BEGIN EXTRACTED DATA

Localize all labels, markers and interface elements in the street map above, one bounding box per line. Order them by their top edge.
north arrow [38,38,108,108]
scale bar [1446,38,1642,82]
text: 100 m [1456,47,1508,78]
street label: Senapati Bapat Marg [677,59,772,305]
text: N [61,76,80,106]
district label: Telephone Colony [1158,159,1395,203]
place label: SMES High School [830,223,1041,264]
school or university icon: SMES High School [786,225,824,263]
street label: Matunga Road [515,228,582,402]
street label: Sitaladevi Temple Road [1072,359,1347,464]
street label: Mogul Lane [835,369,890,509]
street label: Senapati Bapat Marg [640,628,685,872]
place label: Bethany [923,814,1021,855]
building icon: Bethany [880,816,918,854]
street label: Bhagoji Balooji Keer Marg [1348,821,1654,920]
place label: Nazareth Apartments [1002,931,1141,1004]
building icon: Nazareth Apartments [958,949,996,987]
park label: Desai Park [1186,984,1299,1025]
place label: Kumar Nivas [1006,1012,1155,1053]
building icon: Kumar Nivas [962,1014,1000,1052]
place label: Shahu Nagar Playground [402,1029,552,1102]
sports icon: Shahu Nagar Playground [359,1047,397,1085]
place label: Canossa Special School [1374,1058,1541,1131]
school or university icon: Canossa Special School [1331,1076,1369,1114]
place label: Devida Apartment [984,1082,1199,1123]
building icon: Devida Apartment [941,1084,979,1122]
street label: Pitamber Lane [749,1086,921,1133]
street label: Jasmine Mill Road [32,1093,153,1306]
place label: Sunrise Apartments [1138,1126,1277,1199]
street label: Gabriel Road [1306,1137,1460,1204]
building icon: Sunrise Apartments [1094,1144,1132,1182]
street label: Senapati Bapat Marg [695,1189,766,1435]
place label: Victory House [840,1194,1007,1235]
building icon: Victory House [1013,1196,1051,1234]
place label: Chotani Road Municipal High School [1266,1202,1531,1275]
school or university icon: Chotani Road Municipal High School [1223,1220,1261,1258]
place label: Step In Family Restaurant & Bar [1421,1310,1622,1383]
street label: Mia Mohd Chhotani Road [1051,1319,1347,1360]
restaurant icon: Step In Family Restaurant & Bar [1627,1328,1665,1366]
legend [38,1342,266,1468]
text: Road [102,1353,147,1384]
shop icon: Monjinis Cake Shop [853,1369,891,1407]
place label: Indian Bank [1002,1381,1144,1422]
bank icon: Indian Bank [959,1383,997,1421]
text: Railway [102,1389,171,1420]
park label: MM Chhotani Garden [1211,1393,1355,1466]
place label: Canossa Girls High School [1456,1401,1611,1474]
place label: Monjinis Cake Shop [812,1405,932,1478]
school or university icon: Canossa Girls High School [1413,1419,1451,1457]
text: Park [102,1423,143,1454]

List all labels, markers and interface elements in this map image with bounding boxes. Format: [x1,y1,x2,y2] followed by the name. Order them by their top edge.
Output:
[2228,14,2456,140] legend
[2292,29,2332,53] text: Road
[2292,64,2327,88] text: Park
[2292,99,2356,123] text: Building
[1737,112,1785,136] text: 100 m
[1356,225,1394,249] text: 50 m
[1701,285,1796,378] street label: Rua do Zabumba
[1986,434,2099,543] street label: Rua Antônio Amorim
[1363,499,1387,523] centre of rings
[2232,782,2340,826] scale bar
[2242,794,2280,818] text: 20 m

END EXTRACTED DATA

**TASK ITEM**
Go through the data above and copy each line in which "interface" appears.

**SOLUTION FOR THIS EXERCISE**
Localize all labels, markers and interface elements in the street map above, one bounding box per line. Order them by their top edge.
List all labels, markers and interface elements in this map image with bounding boxes. Format: [x1,y1,x2,y2] followed by the name. Order them by their top edge.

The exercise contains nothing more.